- **EXERCISE BRIEF**: Find and return every line of the data that contains the word "river".

- **GIVEN DATA**:

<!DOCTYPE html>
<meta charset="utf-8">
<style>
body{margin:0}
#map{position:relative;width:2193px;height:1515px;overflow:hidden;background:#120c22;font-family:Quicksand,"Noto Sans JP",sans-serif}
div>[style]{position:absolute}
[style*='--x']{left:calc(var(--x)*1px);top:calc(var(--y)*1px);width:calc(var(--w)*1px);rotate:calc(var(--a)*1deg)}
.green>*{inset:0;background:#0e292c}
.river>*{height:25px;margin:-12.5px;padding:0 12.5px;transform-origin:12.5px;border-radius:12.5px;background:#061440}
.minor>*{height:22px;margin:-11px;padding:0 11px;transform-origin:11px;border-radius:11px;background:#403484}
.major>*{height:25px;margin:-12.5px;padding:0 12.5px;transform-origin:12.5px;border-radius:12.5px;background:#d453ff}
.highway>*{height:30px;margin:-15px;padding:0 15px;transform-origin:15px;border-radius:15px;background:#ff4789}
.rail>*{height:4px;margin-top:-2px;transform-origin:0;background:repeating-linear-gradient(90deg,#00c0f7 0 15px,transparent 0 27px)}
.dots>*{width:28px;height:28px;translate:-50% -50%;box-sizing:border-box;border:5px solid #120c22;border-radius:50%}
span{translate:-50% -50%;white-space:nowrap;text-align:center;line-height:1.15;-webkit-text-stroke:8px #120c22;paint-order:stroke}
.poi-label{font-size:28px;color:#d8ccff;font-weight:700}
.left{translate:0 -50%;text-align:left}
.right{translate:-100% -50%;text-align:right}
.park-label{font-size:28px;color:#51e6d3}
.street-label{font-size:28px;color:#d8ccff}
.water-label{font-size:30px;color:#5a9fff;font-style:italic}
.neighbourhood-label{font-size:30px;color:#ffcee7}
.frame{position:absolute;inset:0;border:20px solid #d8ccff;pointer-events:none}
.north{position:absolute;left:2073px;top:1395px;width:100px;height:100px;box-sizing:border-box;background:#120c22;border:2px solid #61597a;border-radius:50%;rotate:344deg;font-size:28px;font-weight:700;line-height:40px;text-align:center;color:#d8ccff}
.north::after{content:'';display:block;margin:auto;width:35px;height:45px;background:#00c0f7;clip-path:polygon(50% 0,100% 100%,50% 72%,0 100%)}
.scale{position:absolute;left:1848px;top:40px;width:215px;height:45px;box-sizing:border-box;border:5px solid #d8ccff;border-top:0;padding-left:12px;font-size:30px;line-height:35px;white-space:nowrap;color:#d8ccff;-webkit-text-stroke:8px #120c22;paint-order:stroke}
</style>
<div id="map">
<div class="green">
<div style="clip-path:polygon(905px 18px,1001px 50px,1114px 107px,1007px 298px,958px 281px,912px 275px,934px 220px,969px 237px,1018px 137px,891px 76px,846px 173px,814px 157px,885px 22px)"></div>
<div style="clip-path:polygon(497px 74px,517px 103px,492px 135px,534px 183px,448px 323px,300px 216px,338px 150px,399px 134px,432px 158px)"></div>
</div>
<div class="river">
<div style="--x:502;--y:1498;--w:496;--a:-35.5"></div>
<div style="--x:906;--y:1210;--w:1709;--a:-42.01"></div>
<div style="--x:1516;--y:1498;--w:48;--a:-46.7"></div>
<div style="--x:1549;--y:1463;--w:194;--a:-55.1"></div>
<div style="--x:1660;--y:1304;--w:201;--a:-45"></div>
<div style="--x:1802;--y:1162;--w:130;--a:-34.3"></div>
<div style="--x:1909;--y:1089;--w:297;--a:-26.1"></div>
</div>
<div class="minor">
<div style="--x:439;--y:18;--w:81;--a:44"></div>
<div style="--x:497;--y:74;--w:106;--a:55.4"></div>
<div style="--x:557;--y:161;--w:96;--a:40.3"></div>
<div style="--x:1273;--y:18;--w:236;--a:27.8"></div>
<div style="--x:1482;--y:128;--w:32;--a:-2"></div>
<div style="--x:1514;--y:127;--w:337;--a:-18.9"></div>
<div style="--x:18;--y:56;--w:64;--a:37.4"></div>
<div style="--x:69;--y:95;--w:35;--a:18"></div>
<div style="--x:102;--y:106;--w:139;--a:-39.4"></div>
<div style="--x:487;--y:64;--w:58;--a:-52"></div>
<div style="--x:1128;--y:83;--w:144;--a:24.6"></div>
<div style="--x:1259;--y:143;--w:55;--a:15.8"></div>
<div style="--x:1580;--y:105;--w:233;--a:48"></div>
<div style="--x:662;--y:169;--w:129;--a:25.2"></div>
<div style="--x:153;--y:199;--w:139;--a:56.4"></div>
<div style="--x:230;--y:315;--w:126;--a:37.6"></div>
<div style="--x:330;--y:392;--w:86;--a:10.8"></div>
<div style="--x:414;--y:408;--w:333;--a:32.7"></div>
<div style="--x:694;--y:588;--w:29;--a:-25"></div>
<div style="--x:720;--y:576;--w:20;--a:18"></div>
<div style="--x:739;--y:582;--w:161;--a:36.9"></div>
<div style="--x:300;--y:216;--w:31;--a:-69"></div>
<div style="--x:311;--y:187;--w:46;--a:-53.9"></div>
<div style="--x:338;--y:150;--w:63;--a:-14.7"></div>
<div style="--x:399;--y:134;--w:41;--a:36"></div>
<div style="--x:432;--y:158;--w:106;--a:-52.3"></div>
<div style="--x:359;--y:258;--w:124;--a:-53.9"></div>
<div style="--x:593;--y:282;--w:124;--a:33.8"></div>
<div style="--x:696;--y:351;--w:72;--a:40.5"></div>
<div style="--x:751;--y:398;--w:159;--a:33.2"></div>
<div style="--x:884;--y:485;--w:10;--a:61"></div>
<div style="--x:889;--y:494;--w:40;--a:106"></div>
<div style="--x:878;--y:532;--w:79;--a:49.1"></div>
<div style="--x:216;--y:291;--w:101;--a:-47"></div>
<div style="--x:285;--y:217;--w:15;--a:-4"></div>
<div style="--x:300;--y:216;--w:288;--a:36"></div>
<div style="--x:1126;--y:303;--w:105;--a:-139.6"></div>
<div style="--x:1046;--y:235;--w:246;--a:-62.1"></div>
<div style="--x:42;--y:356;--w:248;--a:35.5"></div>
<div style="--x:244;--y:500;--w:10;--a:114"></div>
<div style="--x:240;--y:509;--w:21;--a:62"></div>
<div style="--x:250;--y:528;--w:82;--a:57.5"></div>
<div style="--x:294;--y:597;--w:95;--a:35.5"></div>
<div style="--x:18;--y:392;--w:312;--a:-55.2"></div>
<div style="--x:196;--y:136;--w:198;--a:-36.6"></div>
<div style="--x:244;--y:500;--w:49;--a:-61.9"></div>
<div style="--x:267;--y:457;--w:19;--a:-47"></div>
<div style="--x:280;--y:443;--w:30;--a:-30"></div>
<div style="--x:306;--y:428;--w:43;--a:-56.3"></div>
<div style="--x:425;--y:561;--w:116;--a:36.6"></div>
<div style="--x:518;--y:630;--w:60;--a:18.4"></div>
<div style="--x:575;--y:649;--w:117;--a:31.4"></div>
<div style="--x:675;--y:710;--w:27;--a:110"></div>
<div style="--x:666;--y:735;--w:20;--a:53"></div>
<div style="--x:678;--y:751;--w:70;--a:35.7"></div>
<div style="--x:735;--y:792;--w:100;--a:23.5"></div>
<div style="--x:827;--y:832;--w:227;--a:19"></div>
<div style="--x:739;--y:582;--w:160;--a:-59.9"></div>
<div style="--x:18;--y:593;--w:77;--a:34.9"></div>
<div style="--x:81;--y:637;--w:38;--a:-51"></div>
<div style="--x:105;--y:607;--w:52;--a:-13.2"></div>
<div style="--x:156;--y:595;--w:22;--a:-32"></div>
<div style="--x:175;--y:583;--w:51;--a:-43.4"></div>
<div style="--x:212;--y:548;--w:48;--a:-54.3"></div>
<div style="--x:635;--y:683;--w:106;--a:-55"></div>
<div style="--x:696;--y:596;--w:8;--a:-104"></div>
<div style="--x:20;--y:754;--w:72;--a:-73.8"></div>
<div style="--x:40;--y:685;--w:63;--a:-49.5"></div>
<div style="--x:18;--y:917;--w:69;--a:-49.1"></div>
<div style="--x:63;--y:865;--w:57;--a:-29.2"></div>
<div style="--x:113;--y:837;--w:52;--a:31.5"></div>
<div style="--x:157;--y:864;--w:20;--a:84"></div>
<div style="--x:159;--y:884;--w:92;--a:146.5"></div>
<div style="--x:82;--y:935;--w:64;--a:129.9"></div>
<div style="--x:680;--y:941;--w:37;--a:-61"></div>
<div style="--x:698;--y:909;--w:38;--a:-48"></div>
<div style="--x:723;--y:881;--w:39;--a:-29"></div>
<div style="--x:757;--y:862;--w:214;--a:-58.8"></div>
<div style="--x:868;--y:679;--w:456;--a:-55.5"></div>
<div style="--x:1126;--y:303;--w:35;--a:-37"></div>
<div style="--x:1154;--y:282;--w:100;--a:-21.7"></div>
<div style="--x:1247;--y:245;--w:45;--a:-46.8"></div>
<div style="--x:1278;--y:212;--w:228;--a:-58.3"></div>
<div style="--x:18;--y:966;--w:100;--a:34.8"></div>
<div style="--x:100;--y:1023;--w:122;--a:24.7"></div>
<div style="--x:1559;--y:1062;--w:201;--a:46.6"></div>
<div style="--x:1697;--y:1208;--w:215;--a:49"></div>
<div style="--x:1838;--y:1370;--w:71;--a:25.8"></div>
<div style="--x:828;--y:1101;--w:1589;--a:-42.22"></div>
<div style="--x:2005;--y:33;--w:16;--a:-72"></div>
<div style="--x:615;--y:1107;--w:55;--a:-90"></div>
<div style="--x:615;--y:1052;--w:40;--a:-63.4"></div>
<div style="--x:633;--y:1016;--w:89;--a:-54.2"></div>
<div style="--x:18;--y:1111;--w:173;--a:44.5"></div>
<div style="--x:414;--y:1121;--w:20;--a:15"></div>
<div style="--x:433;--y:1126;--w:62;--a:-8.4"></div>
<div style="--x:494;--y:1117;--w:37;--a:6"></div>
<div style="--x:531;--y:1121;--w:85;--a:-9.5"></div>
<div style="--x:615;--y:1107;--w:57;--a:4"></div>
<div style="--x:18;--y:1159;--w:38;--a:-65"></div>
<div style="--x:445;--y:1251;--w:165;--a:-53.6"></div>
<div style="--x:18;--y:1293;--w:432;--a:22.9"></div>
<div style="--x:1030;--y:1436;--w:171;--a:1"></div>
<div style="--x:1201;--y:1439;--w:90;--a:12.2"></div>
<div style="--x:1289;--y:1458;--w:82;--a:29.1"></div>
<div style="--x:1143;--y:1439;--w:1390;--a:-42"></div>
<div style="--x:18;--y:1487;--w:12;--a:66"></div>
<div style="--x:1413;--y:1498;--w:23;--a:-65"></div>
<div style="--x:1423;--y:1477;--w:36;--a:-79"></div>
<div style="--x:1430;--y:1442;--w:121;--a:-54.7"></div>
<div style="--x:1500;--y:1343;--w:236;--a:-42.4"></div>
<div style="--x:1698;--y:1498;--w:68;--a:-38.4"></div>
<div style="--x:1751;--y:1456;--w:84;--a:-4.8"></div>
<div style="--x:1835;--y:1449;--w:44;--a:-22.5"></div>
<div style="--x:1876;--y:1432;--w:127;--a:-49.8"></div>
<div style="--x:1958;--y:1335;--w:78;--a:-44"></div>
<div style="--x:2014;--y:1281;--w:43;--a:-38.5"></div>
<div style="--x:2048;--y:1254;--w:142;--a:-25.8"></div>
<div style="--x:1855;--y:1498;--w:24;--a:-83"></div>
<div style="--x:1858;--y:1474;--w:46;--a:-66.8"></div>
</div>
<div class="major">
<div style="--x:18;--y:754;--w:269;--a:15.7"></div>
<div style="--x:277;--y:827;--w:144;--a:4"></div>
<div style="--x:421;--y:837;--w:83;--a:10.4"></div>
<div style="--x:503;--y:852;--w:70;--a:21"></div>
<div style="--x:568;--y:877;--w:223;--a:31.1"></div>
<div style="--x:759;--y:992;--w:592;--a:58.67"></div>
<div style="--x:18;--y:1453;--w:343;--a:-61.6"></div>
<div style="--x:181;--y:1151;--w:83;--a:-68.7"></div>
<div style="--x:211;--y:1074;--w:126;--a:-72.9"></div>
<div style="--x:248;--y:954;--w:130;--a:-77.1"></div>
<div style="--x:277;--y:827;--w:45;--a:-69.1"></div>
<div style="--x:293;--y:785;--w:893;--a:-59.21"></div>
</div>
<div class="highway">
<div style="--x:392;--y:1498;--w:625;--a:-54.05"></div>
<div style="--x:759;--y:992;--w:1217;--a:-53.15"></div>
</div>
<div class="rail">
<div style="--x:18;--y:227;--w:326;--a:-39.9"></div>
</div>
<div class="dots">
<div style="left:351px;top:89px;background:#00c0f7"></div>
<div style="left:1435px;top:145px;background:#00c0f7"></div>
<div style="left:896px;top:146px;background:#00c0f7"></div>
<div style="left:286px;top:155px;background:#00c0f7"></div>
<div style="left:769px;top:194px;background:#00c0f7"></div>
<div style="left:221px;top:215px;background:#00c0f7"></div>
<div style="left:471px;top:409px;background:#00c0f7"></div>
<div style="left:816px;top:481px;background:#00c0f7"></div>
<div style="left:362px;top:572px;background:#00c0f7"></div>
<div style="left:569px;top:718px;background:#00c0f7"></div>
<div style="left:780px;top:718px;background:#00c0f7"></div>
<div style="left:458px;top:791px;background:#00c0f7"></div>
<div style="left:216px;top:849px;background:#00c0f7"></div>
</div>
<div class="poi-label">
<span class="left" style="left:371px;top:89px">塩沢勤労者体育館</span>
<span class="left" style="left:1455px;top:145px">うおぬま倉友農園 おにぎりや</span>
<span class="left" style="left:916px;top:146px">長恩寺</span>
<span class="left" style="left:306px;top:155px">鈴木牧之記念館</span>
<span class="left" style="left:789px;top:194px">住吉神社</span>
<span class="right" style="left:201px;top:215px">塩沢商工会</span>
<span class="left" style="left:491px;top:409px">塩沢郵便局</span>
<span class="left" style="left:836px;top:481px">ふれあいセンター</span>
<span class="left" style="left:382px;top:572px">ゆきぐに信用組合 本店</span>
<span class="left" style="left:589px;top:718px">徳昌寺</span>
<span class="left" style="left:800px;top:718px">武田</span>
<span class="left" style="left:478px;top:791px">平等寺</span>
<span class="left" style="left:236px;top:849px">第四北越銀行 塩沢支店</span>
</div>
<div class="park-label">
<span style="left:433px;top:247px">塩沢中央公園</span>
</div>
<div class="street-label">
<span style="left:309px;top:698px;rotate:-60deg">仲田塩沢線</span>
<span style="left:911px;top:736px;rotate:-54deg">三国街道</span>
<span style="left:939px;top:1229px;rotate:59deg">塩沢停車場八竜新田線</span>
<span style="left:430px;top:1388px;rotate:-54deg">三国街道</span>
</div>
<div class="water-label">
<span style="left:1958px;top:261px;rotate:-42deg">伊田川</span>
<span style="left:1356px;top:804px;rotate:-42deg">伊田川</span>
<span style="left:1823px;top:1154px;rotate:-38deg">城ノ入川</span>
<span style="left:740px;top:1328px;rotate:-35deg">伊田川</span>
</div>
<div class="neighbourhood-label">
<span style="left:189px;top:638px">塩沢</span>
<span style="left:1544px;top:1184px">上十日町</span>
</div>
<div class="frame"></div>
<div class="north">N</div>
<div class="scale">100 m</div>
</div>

- **WRITTEN SOLUTION**:
.river>*{height:25px;margin:-12.5px;padding:0 12.5px;transform-origin:12.5px;border-radius:12.5px;background:#061440}
<div class="river">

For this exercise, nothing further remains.